Brief
The answer must be every line of the records below that contains the word "serif".

Stored data entries
>>>

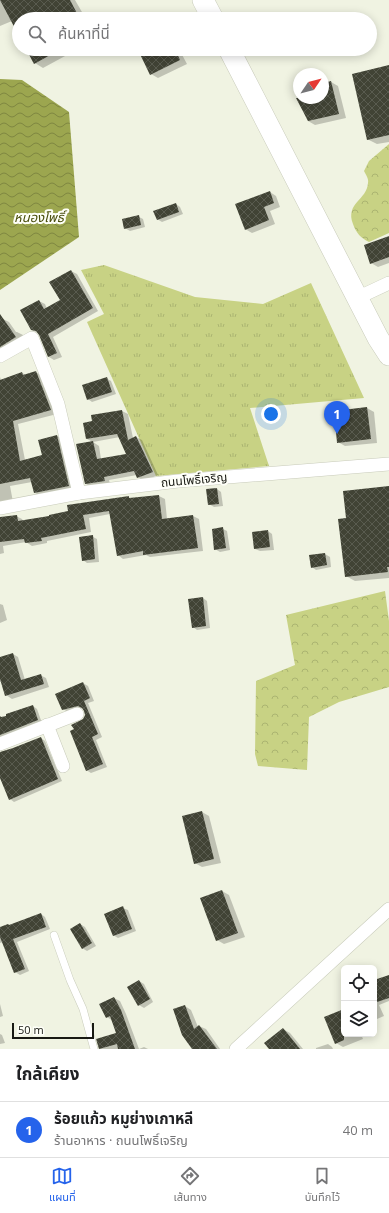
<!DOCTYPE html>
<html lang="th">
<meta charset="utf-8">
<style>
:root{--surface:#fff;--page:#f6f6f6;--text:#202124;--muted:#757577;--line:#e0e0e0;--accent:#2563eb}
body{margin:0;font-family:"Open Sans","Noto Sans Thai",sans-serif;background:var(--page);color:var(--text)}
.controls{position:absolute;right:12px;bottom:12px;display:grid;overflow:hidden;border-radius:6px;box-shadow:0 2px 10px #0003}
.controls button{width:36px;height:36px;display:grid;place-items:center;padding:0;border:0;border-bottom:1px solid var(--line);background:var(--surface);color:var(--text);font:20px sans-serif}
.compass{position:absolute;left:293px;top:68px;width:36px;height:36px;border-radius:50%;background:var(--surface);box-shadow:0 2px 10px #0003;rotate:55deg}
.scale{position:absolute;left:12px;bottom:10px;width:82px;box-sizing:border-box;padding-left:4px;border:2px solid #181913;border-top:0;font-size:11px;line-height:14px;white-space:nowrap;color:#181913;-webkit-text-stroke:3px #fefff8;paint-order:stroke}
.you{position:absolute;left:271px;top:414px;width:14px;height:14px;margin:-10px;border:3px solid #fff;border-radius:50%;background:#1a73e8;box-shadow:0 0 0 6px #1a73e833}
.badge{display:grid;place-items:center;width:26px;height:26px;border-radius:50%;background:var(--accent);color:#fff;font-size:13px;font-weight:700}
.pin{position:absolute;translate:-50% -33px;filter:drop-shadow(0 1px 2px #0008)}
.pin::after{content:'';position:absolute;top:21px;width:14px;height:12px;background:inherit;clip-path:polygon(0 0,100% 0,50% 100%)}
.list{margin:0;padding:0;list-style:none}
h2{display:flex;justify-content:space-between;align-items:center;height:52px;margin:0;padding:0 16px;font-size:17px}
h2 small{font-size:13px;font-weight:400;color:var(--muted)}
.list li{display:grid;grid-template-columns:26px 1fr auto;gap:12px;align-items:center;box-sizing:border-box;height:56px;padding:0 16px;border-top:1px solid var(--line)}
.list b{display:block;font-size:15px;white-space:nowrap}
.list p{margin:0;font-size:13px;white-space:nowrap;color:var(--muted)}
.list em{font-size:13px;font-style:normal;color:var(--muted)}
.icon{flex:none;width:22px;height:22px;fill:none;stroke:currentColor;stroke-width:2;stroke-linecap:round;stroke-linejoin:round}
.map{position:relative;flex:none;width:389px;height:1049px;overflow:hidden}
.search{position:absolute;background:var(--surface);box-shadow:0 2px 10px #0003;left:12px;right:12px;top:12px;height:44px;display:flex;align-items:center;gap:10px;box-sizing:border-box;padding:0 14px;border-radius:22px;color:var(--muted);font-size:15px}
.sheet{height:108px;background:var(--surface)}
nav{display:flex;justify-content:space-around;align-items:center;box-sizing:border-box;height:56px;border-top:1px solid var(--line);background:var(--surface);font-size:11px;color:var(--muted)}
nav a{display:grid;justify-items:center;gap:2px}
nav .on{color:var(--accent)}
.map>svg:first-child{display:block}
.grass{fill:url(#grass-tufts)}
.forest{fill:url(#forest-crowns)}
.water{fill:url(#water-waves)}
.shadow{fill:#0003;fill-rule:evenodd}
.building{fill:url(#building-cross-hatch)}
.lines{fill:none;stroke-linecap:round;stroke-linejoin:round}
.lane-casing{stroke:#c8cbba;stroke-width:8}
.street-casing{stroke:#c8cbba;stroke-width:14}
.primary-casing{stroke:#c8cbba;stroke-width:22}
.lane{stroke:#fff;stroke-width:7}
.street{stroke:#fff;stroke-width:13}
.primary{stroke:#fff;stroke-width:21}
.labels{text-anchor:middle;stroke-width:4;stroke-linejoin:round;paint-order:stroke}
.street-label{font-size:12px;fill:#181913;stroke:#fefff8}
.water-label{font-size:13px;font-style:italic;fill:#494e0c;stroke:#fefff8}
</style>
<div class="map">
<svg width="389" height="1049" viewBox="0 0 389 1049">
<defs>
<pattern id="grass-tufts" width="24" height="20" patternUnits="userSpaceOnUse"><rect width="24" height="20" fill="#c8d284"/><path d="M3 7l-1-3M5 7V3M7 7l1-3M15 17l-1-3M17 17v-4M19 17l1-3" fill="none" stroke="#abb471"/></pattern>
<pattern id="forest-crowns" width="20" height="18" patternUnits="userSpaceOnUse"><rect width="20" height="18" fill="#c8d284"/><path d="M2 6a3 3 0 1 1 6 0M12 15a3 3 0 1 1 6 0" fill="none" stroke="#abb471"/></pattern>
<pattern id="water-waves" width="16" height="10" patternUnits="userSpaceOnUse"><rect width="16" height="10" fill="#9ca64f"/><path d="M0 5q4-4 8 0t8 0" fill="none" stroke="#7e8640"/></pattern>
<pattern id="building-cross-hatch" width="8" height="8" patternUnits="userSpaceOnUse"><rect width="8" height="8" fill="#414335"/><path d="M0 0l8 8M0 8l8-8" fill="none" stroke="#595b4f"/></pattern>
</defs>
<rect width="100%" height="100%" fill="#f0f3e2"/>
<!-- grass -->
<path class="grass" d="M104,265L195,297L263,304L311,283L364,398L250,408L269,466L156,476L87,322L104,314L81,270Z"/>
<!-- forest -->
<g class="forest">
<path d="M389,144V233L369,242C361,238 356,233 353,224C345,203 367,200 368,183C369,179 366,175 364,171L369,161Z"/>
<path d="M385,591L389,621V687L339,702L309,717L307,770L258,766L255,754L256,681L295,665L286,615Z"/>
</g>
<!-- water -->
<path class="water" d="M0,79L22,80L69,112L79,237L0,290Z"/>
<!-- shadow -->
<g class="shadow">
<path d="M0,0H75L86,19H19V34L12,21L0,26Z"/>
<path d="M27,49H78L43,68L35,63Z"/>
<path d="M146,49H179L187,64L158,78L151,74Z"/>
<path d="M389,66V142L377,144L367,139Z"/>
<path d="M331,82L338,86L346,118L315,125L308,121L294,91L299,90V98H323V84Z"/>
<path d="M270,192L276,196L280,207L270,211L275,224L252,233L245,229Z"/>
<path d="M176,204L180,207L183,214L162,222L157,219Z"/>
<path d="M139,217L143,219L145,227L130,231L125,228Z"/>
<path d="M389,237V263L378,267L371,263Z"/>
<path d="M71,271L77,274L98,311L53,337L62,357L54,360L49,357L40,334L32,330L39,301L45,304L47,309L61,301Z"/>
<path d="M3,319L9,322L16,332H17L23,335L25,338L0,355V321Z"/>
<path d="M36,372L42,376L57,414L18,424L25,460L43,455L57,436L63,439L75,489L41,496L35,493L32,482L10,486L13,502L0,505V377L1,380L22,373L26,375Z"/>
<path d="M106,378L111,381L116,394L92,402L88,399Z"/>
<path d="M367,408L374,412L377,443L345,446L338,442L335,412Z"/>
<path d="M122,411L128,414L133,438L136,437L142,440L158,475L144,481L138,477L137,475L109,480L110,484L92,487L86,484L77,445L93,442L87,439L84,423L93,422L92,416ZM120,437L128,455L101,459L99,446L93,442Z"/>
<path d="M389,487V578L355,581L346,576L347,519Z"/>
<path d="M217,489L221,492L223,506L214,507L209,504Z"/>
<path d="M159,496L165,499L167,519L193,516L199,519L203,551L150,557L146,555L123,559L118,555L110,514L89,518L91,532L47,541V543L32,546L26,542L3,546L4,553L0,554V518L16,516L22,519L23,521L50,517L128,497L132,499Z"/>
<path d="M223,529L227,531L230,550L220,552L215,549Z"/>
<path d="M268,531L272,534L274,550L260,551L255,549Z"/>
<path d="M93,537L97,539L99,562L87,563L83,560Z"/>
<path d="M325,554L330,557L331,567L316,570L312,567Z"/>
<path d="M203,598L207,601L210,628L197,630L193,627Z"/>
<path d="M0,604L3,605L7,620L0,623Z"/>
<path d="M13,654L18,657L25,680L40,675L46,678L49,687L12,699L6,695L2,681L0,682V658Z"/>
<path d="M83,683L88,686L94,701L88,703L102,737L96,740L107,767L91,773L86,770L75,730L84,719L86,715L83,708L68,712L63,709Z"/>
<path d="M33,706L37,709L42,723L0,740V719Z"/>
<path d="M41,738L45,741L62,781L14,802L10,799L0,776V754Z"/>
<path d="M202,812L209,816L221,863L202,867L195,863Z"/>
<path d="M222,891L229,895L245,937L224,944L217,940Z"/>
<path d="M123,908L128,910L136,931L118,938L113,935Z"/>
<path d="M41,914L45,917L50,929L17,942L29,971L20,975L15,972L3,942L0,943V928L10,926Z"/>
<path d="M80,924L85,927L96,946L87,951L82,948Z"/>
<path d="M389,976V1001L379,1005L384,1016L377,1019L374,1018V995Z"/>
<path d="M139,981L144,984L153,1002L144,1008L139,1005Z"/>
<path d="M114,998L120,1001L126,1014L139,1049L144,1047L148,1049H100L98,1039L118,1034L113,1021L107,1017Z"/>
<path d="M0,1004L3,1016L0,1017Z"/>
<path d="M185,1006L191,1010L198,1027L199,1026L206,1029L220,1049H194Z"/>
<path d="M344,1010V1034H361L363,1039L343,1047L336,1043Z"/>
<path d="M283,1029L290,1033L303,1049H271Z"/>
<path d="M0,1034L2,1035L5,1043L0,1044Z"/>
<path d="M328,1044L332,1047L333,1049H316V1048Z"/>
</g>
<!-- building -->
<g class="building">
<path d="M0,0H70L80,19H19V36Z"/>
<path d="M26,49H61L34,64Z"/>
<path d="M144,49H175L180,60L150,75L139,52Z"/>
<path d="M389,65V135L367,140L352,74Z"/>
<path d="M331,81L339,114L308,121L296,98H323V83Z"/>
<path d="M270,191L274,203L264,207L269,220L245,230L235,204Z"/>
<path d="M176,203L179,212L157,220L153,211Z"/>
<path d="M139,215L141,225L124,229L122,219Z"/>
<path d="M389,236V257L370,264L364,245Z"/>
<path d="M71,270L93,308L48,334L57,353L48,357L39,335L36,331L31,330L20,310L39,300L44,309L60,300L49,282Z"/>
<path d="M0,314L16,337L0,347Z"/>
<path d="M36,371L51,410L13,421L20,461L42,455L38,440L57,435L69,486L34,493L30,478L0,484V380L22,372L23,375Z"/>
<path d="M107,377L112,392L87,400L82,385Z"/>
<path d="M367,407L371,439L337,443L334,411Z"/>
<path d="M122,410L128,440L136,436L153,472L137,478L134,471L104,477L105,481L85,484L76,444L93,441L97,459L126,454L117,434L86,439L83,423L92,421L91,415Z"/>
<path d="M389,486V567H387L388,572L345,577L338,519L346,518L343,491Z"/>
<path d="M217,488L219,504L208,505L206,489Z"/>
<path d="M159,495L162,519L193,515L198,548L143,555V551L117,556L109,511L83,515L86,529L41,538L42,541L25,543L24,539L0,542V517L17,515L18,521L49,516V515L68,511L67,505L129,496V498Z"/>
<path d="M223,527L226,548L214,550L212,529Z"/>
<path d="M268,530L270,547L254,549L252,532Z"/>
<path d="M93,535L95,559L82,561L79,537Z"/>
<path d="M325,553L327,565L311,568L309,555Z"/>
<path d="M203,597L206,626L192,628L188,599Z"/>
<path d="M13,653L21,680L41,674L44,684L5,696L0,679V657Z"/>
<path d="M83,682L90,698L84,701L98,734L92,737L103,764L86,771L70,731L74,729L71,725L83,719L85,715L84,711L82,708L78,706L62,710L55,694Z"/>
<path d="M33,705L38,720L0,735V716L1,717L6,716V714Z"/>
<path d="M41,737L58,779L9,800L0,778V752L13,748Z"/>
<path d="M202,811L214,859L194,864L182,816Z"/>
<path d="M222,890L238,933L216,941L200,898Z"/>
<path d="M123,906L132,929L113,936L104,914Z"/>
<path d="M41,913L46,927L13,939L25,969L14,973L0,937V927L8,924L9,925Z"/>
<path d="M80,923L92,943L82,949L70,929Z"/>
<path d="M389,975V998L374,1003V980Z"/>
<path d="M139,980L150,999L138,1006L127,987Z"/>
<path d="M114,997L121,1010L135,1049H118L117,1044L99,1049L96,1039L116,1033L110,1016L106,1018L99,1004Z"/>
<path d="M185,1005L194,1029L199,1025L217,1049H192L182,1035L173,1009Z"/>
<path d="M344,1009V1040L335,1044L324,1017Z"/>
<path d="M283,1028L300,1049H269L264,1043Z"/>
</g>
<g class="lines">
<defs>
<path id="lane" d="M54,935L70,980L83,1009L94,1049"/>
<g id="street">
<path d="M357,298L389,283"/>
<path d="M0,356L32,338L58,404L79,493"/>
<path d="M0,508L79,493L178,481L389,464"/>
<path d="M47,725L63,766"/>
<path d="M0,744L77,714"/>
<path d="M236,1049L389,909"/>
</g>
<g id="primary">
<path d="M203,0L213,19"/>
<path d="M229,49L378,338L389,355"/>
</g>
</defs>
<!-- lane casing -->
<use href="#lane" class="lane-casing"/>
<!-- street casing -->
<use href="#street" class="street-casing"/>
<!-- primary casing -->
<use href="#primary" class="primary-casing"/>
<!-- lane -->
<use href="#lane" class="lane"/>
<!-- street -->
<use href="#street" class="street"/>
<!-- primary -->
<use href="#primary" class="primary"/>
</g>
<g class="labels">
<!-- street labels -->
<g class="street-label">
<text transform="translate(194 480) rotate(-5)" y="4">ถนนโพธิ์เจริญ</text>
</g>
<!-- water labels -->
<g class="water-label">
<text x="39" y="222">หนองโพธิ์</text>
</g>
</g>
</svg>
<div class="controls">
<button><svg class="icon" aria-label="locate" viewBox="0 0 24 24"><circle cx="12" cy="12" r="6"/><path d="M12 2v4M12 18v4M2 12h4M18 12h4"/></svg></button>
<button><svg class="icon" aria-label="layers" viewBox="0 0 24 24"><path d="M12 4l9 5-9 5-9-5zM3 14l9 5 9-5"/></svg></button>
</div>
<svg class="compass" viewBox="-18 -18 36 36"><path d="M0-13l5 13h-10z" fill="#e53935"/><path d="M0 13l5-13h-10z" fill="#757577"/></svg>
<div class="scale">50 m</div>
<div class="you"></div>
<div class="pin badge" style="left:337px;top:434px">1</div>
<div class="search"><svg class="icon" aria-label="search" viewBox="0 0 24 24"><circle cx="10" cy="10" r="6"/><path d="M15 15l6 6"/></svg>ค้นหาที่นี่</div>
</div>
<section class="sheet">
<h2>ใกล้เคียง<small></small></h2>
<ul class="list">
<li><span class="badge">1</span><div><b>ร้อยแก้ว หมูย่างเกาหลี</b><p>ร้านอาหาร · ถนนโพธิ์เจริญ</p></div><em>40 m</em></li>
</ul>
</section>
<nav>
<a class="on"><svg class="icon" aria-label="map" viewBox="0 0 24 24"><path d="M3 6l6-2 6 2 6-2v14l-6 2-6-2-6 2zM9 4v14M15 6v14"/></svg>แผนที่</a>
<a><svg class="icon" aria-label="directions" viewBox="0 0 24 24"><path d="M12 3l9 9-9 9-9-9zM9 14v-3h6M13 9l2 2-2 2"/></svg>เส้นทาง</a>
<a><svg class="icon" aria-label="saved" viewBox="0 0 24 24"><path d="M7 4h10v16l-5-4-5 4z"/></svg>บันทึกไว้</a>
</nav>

<<<

Written solution
body{margin:0;font-family:"Open Sans","Noto Sans Thai",sans-serif;background:var(--page);color:var(--text)}
.controls button{width:36px;height:36px;display:grid;place-items:center;padding:0;border:0;border-bottom:1px solid var(--line);background:var(--surface);color:var(--text);font:20px sans-serif}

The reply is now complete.